Out with the old, in with the new…sounds simple and harmless until you're dealing with an actual person. As a symbol of the old, the past, Boori Ma's presence has to be obliterated for the residents to see themselves as moving forward with progress.

But the next Sunday it snowed, so much so that Dev couldn't tell his wife he was going running along the Charles. The Sunday after that, the snow had melted, but Miranda made plans to go to the movies with Laxmi, and when she told Dev this over the phone, he didn't ask her to cancel them. The third Sunday she got up early and went out for a walk. (S 190)

This is how the past is made…Sunday by passing Sunday. It's a good thing time moves on. Some memories aren't meant to be held onto.

"My sister has had a baby girl. By the time I see her, depending if Mr. Sen gets his tenure, she will be three years old. Her own aunt will be a stranger. If we sit side by side on a train she will not know my face." (MS 54)

Mrs. Sen can't help projecting what the future will become: a past full of regret and lack of family connection.

They had met only four months before. Her parents, who lived in California, and his, who still lived in Calcutta, were old friends, and across continents they had arranged the occasion at which Twinkle and Sanjeev were introduced—a sixteenth birthday party for a daughter in their circle—when Sanjeev was in Palo Alto on business. At the restaurant they were seated side by side at a round table with a revolving platter of spareribs and egg rolls and chicken wings, which, they concurred, all tasted the same. They had concurred too on their adolescent but still persistent fondness for Wodehouse novels, and their dislike for the sitar, and later Twinkle confessed that she was charmed by the way Sanjeev had dutifully refilled her teacup during their conversation. (TBH 36)
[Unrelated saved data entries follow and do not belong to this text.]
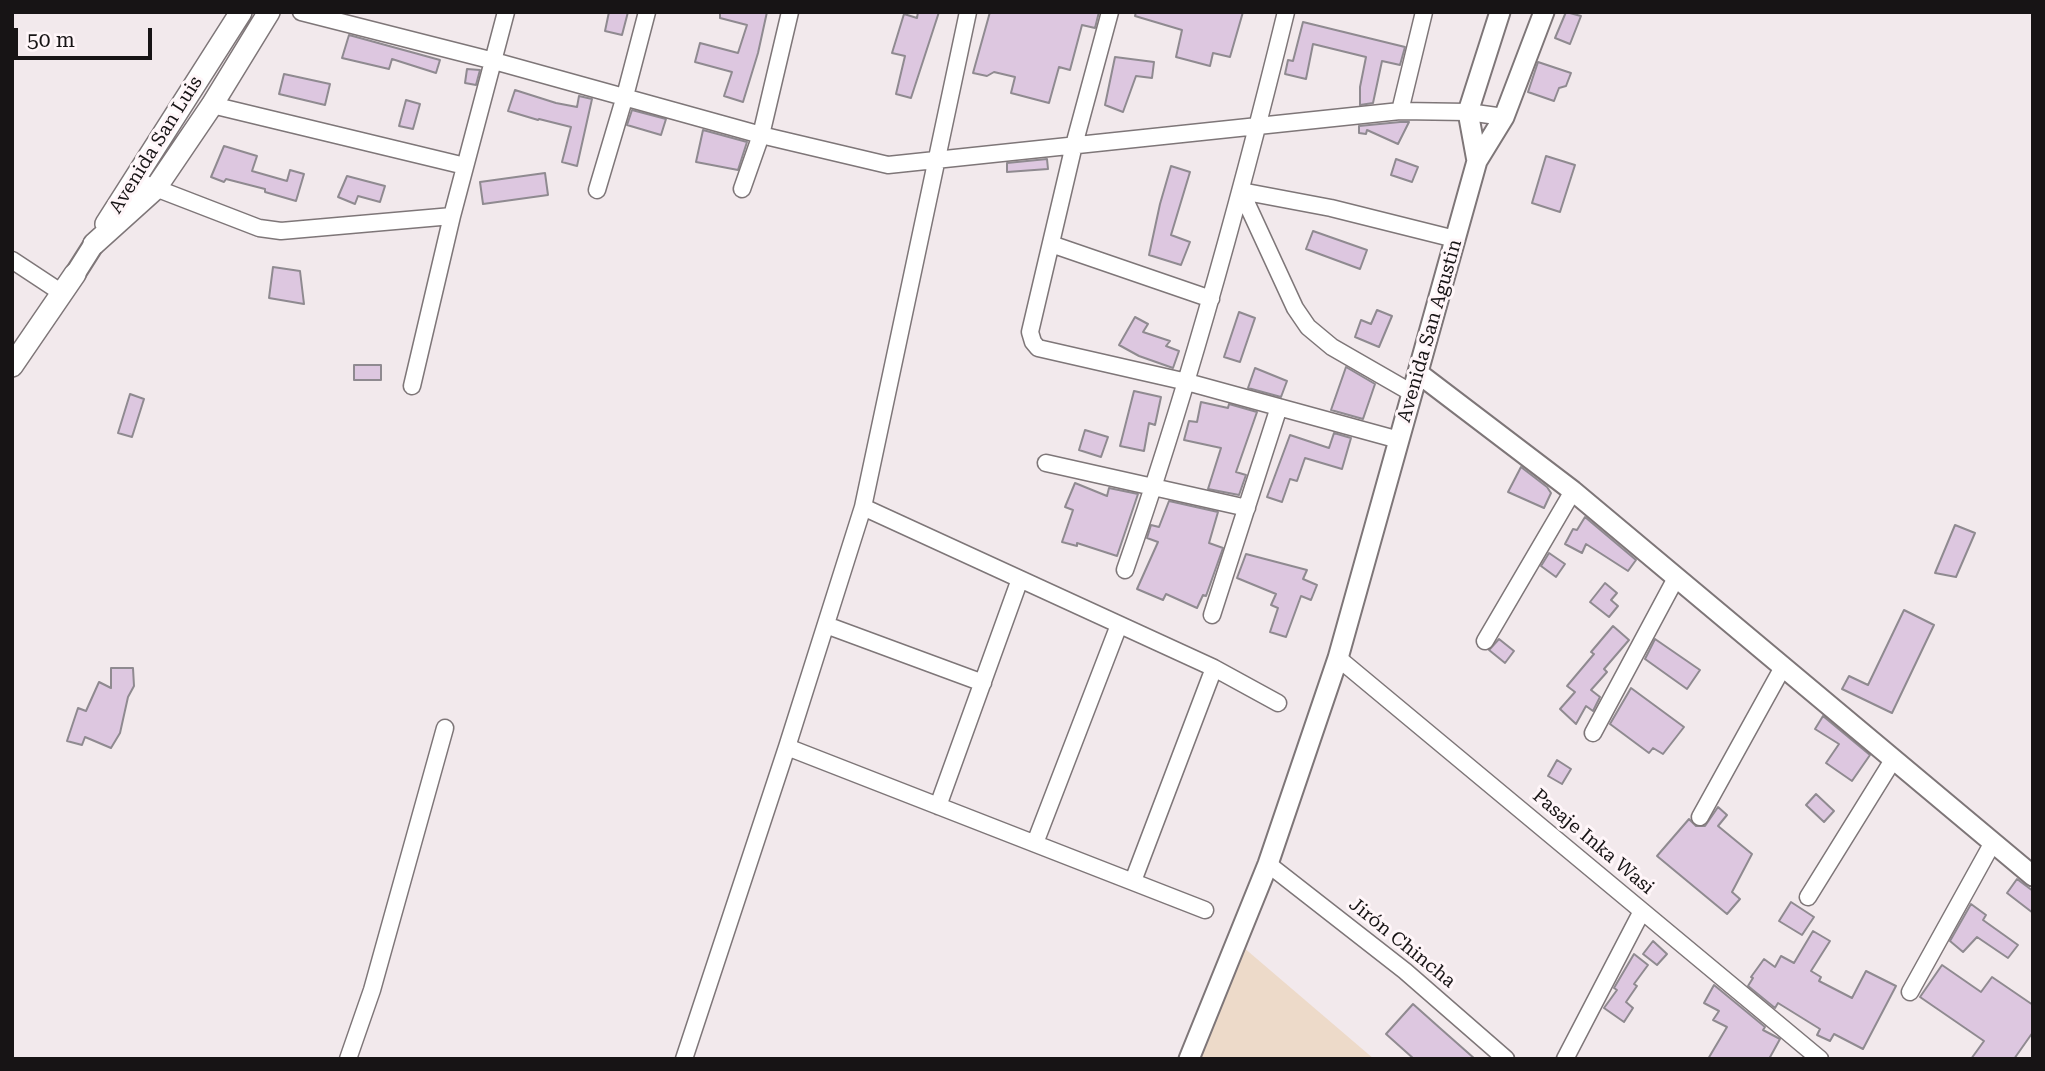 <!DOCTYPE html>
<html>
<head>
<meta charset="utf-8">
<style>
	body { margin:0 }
	#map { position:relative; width:2045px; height:1071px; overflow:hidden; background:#f2e9ec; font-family:"Roboto Serif",serif }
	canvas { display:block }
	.frame { position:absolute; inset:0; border:14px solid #171415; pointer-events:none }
	.scale { position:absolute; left:14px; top:28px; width:138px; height:32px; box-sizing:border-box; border:4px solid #171415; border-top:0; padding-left:9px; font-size:21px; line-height:24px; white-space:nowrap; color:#171415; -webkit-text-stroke:5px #fff6f9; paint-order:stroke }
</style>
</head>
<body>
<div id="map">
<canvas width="2045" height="1071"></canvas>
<div class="frame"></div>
<div class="scale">50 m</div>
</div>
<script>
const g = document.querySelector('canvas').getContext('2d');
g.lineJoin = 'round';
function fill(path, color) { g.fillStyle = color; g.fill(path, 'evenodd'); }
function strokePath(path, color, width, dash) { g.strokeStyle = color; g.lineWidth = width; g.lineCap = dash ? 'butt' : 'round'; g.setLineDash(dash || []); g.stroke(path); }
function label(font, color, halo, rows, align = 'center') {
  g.font = font + ' "Roboto Serif",serif'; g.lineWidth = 6; g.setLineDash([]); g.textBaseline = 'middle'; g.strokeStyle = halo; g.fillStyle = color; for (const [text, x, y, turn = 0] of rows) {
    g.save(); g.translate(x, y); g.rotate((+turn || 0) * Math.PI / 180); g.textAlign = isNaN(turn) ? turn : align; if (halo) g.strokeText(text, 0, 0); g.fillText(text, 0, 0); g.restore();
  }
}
const green = new Path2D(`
	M1236,941L1374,1059H1189Z`);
const building = new Path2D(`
	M609,12H628L622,35L605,31Z
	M720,12H767L758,53L743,102L724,96L732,72L695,62L700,43L738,53L747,25L720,18Z
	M918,12H939L911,98L896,94L905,56L892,53L904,14L917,18Z
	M990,12H1099L1095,28L1082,25L1070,70L1059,67L1049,103L1011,93L1015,77L994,72L987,76L973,73Z
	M1136,12H1243L1230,57L1213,53L1210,66L1176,57L1182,30L1135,16Z
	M1566,12L1581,16L1570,44L1555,38Z
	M1303,22L1405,47L1400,65L1382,61L1373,103L1360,105V87L1366,57L1313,44L1306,79L1285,74L1288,60L1293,61Z
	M349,35L440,60L436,73L392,59L389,69L342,58Z
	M1115,57L1154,62L1152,78L1136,76L1123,112L1105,105Z
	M1538,62L1571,73L1566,86L1559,88L1554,101L1528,92Z
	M467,69L480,70L476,85L465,83Z
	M284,74L330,84L325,105L279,94Z
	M515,90L556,103L577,107L579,96L592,99L577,166L562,162L571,127L539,119L538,120L508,111Z
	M406,100L420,104L413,129L399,126Z
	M632,110L666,119L661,135L627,125Z
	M1400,122H1409L1398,144L1367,130L1366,134L1359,133V126Z
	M703,130L747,142L738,170L696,162Z
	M224,146L257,156L252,171L287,181L290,170L304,174L296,201L265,192V189L226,179L224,182L211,177Z
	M1546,156L1575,165L1560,212L1532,203Z
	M1047,159L1048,169L1007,172V163Z
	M1396,159L1418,167L1412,182L1391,175Z
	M1171,166L1190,172L1171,235L1190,242L1181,265L1149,255L1160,204Z
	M545,173L548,195L483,204L480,182Z
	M347,176L385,186L380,202L358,196L355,204L338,197Z
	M1313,231L1367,250L1360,269L1306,249Z
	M273,267L300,271L304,304L269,298Z
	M1377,310L1392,316L1379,347L1355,337L1361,320L1371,324Z
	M1239,312L1255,318L1240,362L1224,357Z
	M1135,317L1148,324L1143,332L1170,341L1166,346L1179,351L1173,368L1139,356L1119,345Z
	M354,365H381V380H354Z
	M1346,367L1375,384L1363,419L1331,410Z
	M1255,368L1287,381L1281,397L1248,388Z
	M1134,391L1161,397L1155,425L1149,423L1144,451L1120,446Z
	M130,394L144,399L132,437L118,433Z
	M1201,402L1228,408L1229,404L1257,412L1236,472L1246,475L1239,495L1208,489L1221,448L1184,440L1189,421L1197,422Z
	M1085,430L1108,437L1101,457L1079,450Z
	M1334,433L1351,438L1342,469L1305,458L1297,481L1290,479L1282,502L1267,497L1290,435L1329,448Z
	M1521,467L1547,487L1551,493L1544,508L1508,492Z
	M1075,483L1107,496L1109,488L1138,494L1117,556L1077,543V546L1062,542L1073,510L1065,507Z
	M1169,501L1218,512L1209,543L1223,548L1206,596L1203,595L1197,608L1166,594L1163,600L1137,589L1158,542L1147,538L1151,525L1159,527Z
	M1585,517L1636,560L1628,571L1586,544L1582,553L1565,544L1573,529L1577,530Z
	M1955,525L1975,533L1956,577L1935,573Z
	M1549,553L1565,564L1556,577L1541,566Z
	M1246,554L1307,570L1303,579L1317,585L1311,600L1301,596L1286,637L1270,632L1278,608L1271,605L1276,594L1237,578Z
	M1605,583L1617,593L1611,600L1618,606L1609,617L1590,602Z
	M1904,610L1934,625L1892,713L1842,689L1849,676L1868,685Z
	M1613,626L1629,640L1604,669L1607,672L1591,690L1600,697L1593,711L1586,706L1576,724L1560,709L1575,692L1567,686L1594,654L1591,652Z
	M1499,639L1514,651L1505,663L1489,650Z
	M1655,639L1700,670L1687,689L1645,659Z
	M111,668H133L134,686L128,697L120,733L111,748L85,737L82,745L67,741L78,708L86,711L99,682L111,688Z
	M1631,688L1684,727L1663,754L1653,748L1649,753L1610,724Z
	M1823,716L1870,755L1852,781L1826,763L1839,744L1815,729Z
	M1557,760L1571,769L1562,784L1548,776Z
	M1816,794L1834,811L1824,822L1806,805Z
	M1718,807L1727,815L1718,826L1752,854L1732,892L1740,899L1727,914L1657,856L1689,819L1696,826H1705Z
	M2017,879L2033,891V913L2007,893Z
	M1791,902L1814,917L1802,935L1779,921Z
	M1971,904L1986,915L1983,920L2018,945L2008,958L1977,937L1963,952L1950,941Z
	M1813,931L1830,941L1811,971L1821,977L1819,981L1852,998L1866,971L1896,986L1863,1049L1834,1034L1830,1041L1817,1035L1820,1029L1778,1003L1775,1008L1748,986L1753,978L1751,977L1764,959L1775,967L1781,956L1794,963Z
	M1653,941L1667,954L1657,965L1643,954Z
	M1634,954L1648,965L1634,984L1637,986L1626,1002L1633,1008L1624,1022L1604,1008L1617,990L1614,988Z
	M1942,965L1981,992L1992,977L2033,1005V1032L2014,1059H1971L1984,1041L1920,997Z
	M1714,985L1765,1027L1763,1030L1780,1039L1769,1059H1708L1727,1027L1713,1020L1719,1011L1704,1003Z
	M1413,1004L1441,1029L1475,1059H1414L1386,1034Z`);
const minor = new Path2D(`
	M301,12L494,61L761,135L888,165L1400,111L1468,112L1504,117
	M1110,12L1074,145L1030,332L1033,342L1038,348L1187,382L1399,440
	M212,105L465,166
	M1400,111L1424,12
	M145,184L259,228L281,231L452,216
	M742,189L761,135L790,12
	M597,190L625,96L647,12
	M1051,244L1211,299
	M12,260L62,293
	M412,386L452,216L506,12
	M1412,393L1332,347L1308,327L1295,308L1241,191L1331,208L1455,239
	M1046,463L1247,508
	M863,507L1214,668L1278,703
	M1125,570C1189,387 1240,200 1286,12
	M1212,615L1279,407
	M826,625L983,683
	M1485,641L1573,491
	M1338,658L1820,1059
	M1593,733L1676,578
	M787,747L1205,910
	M938,806L1020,579
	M1700,817L1783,667
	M1035,843L1119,625
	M1268,864L1405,971L1506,1059
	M1133,881L1214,668
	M1808,897L1893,760
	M1910,992L1992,844
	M348,1059L372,990L445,728
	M684,1059L787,747L863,507L968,12
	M1565,1059L1642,911`);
const tertiary = new Path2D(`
	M1477,161L1468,112L1500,12
	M75,274L94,244
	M1418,373L1573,491L2033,876
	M1189,1059L1268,864L1338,658L1477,161L1504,117L1544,12`);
const secondary = new Path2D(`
	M106,224L241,12
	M94,244L155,189L212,105L269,12
	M12,366L75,274`);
const streetNames = [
	["Avenida San Luis",156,145,-58],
	["Avenida San Agustin",1430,331,-74],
	["Pasaje Inka Wasi",1593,842,40],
	["Jirón Chincha",1402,943,39]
];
fill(green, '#eddac9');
fill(building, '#ddc7e0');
strokePath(building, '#8f8a90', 2);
strokePath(minor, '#7e7678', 19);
strokePath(tertiary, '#7e7678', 23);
strokePath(secondary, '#7e7678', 24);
strokePath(minor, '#fff', 16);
strokePath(tertiary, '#fff', 19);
strokePath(secondary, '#fff', 21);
label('19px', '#171415', '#fff6f9', streetNames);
</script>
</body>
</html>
Sanjeev already sounds nostalgic for the past, like he and Twinkle have been married for years. Note: if you feel like getting married to the person you just met, wait a little longer. It might save you from being like Sanjeev: wishing for a do-over.

Things had not been so bad for Bibi before her father died. (The mother had not survived beyond the birth of the girl.) In his final years, the old man, a teacher of mathematics in our elementary schools, had kept assiduous track of Bibi's illness in hopes of determining some logic to her condition. "To every problem there is a solution," he would reply whenever we inquired after his progress. He reassured Bibi. For a time he reassured us all. (TBH 19)

Bibi was once loved. The community remembers this. Does Bibi?

Whenever we make that drive, I always make it a point to take Massachusetts Avenue, in spite of the traffic. I barely recognize the buildings now, but each time I am there I return instantly to those six weeks as if they were only the other day, and I slow down and point to Mrs. Croft's street, saying to my son, here was my first home in America, where I lived with a woman who was 103. "Remember?" Mala says, and smiles, amazed, as I am, that there was ever a time that we were strangers. My son always expresses his astonishment, not at Mrs. Croft's age, but at how little I paid in rent, a fact nearly as inconceivable to him as a flag on the moon to a woman born in 1866. (TFC 151)

This is a rare passage in the book where a character looks back with warm and happy memories of a past time, uncomplicated by trauma or regret. Is this related to the narrator's age at this point in the story? Do we see the past differently in middle age?